Greengrass is one of those filmmakers who you may not hear namechecked as often as Christopher Nolan or Quentin Tarantino, but you’ve probably seen one of his movies. The Jason Bourne franchise, Green Zone, and United 93 are just some of his films, and he’s known for his masterful creation of suspense and the stark, handheld visual style that he brings to thrillers.
He’s also shown a preference for bringing real-life suspense and tragedy to the screen. 2002’s Bloody Sunday is centred around the 1972 shootings in Derry, Northern Ireland; United 93 charts one of the hijacked planes that went down during the 9/11 attacks; and 22 July chronicles the 2011 attack that took place at a summer camp in Norway. Repackaging recent tragedy for the cinema-going masses is tricky territory, but as Hanks would likely attest, Greengrass manages to do it in a way that is as understated and unsensational as it’s possible to achieve with big-budget feature films.

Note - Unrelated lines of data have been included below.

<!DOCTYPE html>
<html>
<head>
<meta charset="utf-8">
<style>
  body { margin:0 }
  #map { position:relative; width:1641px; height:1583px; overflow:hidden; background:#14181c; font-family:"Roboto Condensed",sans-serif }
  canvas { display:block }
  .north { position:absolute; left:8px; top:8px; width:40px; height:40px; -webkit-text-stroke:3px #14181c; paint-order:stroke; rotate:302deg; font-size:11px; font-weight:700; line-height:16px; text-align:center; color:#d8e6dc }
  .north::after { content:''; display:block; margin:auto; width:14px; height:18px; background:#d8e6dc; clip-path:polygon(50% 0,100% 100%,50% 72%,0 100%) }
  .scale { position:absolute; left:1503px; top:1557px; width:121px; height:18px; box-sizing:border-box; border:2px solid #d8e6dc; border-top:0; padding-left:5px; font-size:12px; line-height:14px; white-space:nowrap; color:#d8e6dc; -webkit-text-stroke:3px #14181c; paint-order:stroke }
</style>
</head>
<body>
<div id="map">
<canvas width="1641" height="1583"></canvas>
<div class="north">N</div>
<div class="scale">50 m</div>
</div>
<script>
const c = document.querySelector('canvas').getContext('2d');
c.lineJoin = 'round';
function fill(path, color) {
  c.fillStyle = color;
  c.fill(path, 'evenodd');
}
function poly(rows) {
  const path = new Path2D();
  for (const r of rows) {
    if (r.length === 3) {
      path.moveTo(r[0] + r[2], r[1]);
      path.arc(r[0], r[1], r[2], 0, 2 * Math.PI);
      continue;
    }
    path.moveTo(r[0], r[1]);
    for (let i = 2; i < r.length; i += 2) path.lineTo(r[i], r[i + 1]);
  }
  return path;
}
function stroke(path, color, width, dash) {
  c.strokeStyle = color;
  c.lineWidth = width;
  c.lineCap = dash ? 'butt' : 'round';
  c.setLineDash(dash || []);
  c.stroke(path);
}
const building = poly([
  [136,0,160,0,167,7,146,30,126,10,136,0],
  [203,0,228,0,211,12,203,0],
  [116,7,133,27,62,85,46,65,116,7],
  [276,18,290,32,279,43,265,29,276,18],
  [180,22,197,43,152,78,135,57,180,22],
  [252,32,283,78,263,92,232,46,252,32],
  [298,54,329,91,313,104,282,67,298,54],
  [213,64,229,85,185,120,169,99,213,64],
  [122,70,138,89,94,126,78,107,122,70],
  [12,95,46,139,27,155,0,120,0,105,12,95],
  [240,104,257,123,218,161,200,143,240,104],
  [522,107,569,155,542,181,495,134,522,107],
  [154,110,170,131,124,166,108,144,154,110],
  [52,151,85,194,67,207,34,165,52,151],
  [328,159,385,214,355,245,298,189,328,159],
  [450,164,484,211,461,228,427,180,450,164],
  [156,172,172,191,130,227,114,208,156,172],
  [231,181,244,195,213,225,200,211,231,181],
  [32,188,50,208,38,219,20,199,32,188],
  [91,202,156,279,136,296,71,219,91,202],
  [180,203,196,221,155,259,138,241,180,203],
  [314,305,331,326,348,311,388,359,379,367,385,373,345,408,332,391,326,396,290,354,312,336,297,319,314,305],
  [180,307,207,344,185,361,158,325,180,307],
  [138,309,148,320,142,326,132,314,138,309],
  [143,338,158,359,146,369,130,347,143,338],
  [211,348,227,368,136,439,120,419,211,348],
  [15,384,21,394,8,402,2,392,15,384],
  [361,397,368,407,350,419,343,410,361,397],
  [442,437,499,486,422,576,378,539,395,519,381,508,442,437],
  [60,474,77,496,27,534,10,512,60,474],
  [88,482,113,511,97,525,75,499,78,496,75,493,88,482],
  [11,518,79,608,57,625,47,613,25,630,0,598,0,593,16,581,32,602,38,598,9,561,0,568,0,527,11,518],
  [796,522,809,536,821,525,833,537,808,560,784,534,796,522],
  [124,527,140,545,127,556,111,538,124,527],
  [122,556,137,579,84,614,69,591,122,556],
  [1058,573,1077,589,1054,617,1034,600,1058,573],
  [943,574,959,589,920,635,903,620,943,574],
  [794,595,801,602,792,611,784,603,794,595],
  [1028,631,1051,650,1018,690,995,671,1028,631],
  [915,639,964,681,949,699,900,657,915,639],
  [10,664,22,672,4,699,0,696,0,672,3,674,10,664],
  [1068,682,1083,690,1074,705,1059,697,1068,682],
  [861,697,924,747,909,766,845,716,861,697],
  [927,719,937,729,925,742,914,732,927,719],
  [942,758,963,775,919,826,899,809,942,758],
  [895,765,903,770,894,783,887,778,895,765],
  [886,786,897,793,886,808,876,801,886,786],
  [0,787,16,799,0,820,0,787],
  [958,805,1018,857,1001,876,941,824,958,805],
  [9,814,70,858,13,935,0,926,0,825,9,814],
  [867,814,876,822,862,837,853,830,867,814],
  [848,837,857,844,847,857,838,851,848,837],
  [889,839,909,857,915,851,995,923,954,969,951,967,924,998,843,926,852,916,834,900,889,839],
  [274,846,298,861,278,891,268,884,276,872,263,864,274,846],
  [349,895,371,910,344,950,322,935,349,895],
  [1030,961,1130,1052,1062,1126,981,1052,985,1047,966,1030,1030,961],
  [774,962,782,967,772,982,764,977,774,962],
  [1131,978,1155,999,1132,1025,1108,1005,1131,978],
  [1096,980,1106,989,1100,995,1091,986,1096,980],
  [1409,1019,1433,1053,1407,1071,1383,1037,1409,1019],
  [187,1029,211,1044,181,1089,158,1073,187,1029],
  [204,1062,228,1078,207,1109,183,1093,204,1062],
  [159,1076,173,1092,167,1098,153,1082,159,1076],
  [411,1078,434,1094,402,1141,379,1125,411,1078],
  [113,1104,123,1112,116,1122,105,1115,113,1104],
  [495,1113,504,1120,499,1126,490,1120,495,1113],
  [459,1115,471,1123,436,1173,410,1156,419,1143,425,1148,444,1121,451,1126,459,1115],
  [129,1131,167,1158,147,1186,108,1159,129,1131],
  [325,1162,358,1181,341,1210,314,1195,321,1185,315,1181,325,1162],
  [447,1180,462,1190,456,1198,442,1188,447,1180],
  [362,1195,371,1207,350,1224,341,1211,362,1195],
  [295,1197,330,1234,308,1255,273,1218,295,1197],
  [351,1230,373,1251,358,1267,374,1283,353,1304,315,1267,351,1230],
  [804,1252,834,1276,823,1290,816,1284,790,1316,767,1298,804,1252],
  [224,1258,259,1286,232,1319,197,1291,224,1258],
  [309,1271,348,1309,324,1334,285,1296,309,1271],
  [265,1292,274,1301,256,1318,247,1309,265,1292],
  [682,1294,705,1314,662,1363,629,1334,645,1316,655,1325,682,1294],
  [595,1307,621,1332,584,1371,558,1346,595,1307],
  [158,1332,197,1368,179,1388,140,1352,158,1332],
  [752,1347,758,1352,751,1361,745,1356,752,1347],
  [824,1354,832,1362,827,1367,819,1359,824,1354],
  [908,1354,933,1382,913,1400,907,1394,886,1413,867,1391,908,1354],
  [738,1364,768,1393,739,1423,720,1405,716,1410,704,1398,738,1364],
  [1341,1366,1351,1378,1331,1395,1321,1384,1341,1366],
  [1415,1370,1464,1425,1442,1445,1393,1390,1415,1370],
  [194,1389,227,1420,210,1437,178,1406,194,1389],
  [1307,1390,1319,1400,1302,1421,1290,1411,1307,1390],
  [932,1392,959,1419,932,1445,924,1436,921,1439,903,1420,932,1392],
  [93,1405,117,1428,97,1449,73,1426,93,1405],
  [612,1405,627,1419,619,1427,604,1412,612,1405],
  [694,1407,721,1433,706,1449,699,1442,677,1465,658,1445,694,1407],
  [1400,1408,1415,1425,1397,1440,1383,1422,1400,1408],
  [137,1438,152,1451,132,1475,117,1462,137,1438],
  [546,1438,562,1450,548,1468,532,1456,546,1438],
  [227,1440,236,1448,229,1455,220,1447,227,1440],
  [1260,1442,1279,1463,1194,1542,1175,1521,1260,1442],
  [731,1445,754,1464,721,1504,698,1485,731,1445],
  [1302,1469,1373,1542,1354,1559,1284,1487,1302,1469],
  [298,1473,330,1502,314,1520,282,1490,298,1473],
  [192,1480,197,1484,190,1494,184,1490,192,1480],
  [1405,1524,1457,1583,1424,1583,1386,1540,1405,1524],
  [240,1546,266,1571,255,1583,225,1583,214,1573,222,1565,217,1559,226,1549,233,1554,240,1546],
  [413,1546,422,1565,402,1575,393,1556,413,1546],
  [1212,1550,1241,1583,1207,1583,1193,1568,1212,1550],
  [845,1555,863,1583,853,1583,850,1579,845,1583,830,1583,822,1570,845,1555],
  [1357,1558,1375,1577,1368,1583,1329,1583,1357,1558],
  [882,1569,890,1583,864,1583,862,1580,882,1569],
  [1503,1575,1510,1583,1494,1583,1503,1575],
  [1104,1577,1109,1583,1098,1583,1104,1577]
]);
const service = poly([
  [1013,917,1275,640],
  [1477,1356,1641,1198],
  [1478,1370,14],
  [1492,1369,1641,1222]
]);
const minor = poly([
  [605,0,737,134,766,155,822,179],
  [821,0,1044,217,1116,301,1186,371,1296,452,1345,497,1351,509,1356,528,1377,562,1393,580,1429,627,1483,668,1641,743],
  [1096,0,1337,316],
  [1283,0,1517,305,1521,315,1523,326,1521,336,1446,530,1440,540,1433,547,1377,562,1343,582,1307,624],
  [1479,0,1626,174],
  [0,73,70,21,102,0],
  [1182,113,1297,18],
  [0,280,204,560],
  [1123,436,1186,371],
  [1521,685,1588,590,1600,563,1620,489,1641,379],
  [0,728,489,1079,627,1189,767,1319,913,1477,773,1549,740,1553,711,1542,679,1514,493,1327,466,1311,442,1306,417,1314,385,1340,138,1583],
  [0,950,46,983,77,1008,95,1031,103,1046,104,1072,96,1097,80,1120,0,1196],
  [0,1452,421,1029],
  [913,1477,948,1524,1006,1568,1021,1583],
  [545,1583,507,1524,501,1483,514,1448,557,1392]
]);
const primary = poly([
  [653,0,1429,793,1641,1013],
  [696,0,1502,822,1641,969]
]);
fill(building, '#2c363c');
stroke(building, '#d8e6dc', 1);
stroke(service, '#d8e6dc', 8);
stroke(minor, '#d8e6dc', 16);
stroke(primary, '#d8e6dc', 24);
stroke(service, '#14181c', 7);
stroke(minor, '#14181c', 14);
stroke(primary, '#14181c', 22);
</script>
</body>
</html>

Captain Phillips is one of his least harrowing movies, though it too follows a real-life story of terror. Starring Hanks as Captain Richard Phillips, a merchant mariner who was taken hostage with his crew by Somali pirates in 2009, it was a box office smash, earning $218million off a $55m budget and receiving six Academy Award nominations, including ‘Best Picture’. Hanks must have enjoyed working with Greengrass as much as he enjoys watching the director’s films because the two teamed up seven years later for the Civil War-era western News of the World.